# Pm-1340gt Crash -- Now What?



## Coug67 (Apr 25, 2015)

Hi all.

I'm a little sick to my stomach writing this.  I just got my 1340GT a couple of weeks ago and have really been enjoying it.  This afternoon I was parting off some aluminum (with lots of oil) close to the chuck, when the tool stuck and ripped the piece right out of the jaws, which cause the parting tool to kick sideways into the chuck and quickly stop the works.  The idea that I may have severely damaged my brand new toy felt like a kick in the...well, you know.

I hit the e-stop as quick as I could, but by that time the damage is pretty much done.  I was running extremely slow (maybe 60-70 RPM), so I think I managed to avoid any major damage.  I disassembled the work, spun the chuck by hand, then jogged it for a few rounds.  When I started the motor back up, there was a noticeable tick.  I stopped again, pulled the cover off the gearbox, and slowly rotated everything by hand to take a look at the gear teeth.  Nothing looks perceptibly damaged, and to be honest the tick may have been there before but I had just ignored it.  There were no chipped or bent teeth (that I could tell).  The spline shafts don't appear damaged.  The shift palls look good.  Everything moves smoothly.  The tick only happens in low gear.  It doesn't matter if it is L1, L2, or L3, the sound is the same.  The tick doesn't exist at all in high gear.  That lead me to believe I may have damaged the final low input gear that drives the main spindle.  When I jog the machine with the cover off, I can just barely hear it, and it seems to correspond to the rotation of the low input gear.

What would you guys do?  I'm tempted to just run it for a while without a load and let the gears wear back together.  It's not a grinding sound, just a light tick.  I could try to disassemble the gear train and do a deep inspection, but that proposition scares me a little.  I would expect a person needs a pretty decent machine shop to tackle a job like that.  Thoughts?

-- Jason


----------



## coolidge (Apr 25, 2015)

The good news is you didn't get bashed in the face. Personally I'd start with the spindle and a test indicator to make sure its still turning true and not knocked out of whack. If it turns true, smooth, no binding and nothing is broken via a visual inspection I'd run it a while and keep an eye on it.


----------



## brino (Apr 25, 2015)

Hi Jason,

5h!T happens. It wasn't intentional. So let yourself off the hook.
Parting-off is always one of my most nervous times.
It sounds like no major damage (to you or the equipment!) occurred; so chalk it up to a great learning experience.
Take this time to figure out why it occurred and how to stop it happening again.

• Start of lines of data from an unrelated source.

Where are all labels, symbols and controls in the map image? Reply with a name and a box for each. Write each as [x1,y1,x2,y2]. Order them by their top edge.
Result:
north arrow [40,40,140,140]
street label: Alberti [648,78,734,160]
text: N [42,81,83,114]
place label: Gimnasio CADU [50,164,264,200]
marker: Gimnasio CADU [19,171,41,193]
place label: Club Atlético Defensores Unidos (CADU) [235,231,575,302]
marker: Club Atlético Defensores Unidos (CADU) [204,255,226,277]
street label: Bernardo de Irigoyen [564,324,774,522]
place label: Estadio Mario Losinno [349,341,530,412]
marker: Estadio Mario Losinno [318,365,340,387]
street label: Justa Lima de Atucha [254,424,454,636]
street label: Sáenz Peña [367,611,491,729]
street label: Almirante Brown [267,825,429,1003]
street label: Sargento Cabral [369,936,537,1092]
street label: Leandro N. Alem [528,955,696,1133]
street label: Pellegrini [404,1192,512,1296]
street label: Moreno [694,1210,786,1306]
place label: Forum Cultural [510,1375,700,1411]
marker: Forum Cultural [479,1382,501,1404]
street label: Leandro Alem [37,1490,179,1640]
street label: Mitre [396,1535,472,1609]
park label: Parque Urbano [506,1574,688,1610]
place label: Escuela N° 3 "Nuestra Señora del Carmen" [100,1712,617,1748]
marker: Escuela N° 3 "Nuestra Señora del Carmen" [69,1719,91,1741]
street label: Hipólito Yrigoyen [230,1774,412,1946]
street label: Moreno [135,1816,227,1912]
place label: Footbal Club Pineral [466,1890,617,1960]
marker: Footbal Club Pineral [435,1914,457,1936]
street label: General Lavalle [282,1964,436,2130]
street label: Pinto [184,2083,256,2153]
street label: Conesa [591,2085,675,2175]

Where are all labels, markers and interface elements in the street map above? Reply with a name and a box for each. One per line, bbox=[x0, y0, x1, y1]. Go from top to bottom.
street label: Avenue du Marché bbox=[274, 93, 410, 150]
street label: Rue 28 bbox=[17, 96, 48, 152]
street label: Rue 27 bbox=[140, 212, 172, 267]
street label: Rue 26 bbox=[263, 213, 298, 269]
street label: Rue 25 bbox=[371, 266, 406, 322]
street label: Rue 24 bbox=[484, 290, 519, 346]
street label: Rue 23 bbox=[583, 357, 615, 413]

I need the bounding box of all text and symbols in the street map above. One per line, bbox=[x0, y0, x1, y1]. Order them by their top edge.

My lathe is flat-belt driven and I tend to loosen the belt just a little for parting, if anything jams it slips and provides a "fuse" in the circuit.

There are some great general suggestions for  parting here:
http://www.hobby-machinist.com/threads/parting-for-idiots.32938/

Yep check the lathe all over, the spindle, the chuck, the tool post, all gears, etc.

Is it possible the tick could be from a sheared-off key under one of the gears (I'm not familiar with your machine). I have just seen one in the gear-box of a horizontal band saw. 
There it looked like the gear had enough friction on the shaft/sheared key to transmit some power and turn the output shaft until the blade touched the work, then it would just spin.
Although in this case the clicking happened only under load as the key way in the gear slid over the rough sheared key.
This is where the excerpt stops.